Prediction of ceRNAs
If lncRNA can regulate miRNA and the miRNA can regulate an mRNA, the lncRNA may act as a ceRNA. According to the miRNA-target pair prediction, the prediction of the ceRNAs process was as follows. First, ceRNAs were predicted using ceRNA scores, which were calculated as reported previously (17,18). Second, ceRNAs were predicted using expression levels. We selected the ceRNA-related pairs according to the expression levels of the lncRNA-mRNA and miRNA-target pairs (19). Third, the results of the ceRNA score and expression levels were integrated to predict the ceRNA.
Functional prediction
In order to predict the ceRNA candidate genes involved in biological processes and signaling pathways, we performed Gene Ontology (GO) and Kyoto Encyclopedia of Genes and Genomes (KEGG) analyses to assess its functions.

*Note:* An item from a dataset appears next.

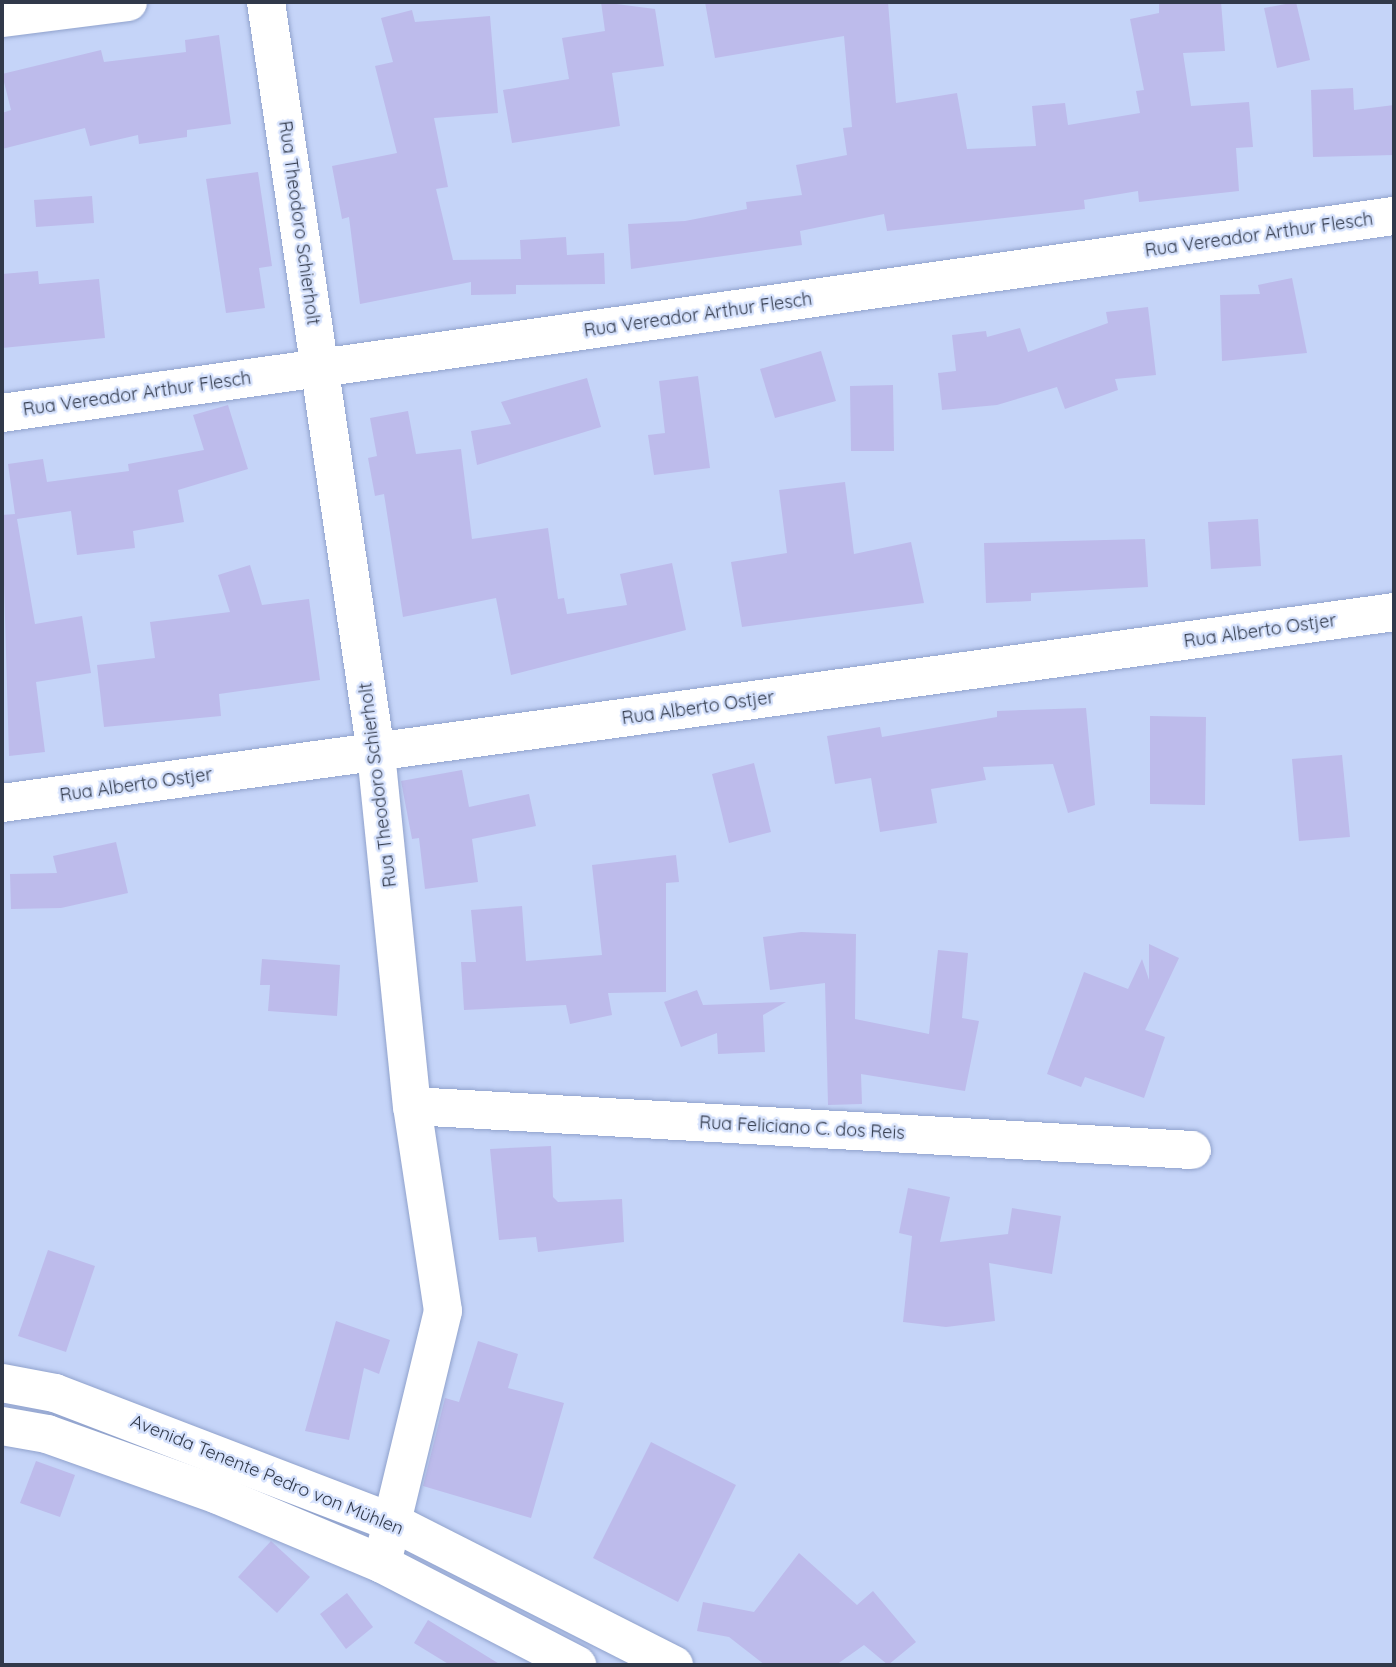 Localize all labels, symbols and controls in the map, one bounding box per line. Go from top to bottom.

For the coding genes with a ceRNA relationship, the hypergeometric distribution test was used to calculate the significance of differential gene enrichment in each GO or KEGG term. The calculated result returned a P value of enrichment significance, and a P value <0.05 indicated that differential gene enrichment occurred in the GO or KEGG term.
Construction of the ceRNA network
According to the prediction of ceRNAs, shared miRNA numbers were sorted from high to low, and pairs with fewer than 3 shared miRNAs were filtered out (20). Then, ceRNA networks were constructed for embryo palatal shelves from both control and ATRA-treated mice.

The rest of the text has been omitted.